Oct 081966
 
three reels

A giant, shaggy, green humanoid is rising out of the sea to lunch on unsuspecting humans.  Due to their previous work, Dr. Paul Stewart (Russ Tamblyn) and his assistant Akemi (Kumi Mizuno) are called in to help find, and perhaps kill the monster.  As the military moves in, Paul and Akemi attempt to prove that this isn’t the adult form of the gentle brown creature they once studied.

It might be nostalgia, but War of the Gargantuas has always worked for me.  For a kid (and I was a kid when I first saw it) looking for cool giant monster action, this was the answer.  It still ranks as one of my favorite kaiju eiga from the ’60s and ’70s.  That has less to do with what it does than with what it doesn’t do.  It avoids the mistakes of so many of the others.  There are no cute kids.  There is no irrelevant human storyline that runs while the monsters are off stage: no alien ape-men, no greedy developers, no toy manufacturers or inventors, and no thieves.  There is no unfunny attempts at slapstick.  There’s no comedy-relief sidekick.  There’s no half-hearted attempt at a theme.  There’s no guy in a poorly made rubber suit crawling around on his hands and knees pretending to be a quadruped.

What it does have is a couple of monsters going at it, a lot of city smashing, some folks eaten (loved that), and everyone else trying to deal with it.  The monsters look like color coded abominable snow men, and while the makeup isn’t perfect, it is miles ahead of the simplistic rubber suits or marionettes that were so common in other films.  (The juvenile gargantua’s appearance is reminiscent of a ten-year-old with a store-bought werewolf costume, but he’s not on screen long).

War of the Gargantuas has a confusing relationship with the inferior Frankenstein Conquers the World.  In Japan, where it goes by the title, Frankenstein’s Monsters: Sanda vs.
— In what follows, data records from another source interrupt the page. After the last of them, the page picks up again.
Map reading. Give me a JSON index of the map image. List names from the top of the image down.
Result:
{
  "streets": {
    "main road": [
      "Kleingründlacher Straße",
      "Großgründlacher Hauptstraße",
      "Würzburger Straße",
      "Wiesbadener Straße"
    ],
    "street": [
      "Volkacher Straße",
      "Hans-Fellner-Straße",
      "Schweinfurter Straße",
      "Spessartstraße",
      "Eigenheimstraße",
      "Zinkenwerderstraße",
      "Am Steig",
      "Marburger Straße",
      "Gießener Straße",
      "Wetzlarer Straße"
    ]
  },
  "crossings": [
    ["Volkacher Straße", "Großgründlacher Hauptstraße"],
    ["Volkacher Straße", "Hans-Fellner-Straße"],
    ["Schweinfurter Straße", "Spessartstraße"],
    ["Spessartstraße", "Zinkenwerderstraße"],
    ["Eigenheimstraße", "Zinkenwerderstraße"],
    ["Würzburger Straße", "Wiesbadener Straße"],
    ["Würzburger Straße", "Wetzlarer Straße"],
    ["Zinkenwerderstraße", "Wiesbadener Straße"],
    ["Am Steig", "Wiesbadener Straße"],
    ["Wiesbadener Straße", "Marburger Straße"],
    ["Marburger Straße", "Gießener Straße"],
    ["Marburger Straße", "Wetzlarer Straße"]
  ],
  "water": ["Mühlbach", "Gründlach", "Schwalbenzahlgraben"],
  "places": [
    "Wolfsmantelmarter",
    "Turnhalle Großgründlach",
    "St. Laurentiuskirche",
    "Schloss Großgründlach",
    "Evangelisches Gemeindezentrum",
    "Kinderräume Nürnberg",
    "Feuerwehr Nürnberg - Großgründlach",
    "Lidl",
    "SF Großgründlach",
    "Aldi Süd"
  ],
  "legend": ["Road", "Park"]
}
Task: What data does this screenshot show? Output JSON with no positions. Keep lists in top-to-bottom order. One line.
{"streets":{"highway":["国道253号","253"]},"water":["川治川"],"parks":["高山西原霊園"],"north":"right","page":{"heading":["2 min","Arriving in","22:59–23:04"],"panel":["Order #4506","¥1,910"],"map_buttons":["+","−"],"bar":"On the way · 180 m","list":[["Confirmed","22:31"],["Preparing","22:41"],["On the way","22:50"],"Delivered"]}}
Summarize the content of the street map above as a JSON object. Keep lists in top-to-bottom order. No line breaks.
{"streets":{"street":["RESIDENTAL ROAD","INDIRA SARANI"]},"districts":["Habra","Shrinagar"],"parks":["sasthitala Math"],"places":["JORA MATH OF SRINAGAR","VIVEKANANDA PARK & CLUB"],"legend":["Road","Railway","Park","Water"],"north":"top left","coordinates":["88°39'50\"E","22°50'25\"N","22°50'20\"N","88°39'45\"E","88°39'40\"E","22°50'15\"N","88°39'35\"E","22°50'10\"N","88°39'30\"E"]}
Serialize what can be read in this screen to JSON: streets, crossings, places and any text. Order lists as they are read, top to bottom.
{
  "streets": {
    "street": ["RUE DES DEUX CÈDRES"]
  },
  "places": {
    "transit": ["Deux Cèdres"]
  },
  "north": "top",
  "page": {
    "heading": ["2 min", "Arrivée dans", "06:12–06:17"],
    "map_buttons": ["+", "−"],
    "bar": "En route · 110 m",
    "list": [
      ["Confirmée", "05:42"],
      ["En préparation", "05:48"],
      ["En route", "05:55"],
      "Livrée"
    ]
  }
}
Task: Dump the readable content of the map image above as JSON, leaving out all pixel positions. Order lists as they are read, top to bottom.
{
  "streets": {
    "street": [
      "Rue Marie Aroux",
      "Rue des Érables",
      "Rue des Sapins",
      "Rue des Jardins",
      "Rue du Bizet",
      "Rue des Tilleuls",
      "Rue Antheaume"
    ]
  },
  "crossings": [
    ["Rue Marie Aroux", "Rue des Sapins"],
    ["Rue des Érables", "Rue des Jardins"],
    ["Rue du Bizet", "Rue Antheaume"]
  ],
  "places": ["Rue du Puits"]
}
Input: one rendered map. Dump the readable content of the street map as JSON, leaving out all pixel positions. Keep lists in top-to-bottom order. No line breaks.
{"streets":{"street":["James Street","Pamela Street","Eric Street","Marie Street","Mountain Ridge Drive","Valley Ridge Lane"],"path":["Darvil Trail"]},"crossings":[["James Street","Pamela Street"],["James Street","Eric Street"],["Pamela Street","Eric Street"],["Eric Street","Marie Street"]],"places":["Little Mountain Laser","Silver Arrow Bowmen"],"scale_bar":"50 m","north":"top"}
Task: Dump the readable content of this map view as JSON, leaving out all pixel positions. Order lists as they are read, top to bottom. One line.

Gaira, it is a sequel.  The Brown Gargantua is a regenerated Frankenstein, named Sanda.  Yes, Frankenstein is now the name for a species; they even use the word Frankensteins.  But is Sanda supposed to be the same Frankenstein that was in the earlier film?  He doesn’t look the same (the monster in that film was an Asian guy with a flat head).  It depends on who the other characters are.  In both movies there is one American research scientist, a Japanese doctor who is somewhat subordinate, and a female assistant that is emotionally involved with the American, but still calls him Doctor.  Are these the same people?  They have different names, but they do the same jobs, and the girl is portrayed by the same actress.  The American is played by second tier actor Russ Tamblyn (“When you’re a jet you’re a jet all the way”), replacing second tier actor Nick Adams.  Replacing Nick Adams is always a sign that a project is on the right track.  Like Adams in the previous film, Tamblyn speaks English, so is dubbed for the Japanese release.  In the American version, all references to Frankenstein are removed.  Dr. Stewart is not a specialist on Frankensteins, but on giant monsters.  It makes the story less coherent, but as any connection to the earlier movie is a bad idea, it is an improvement.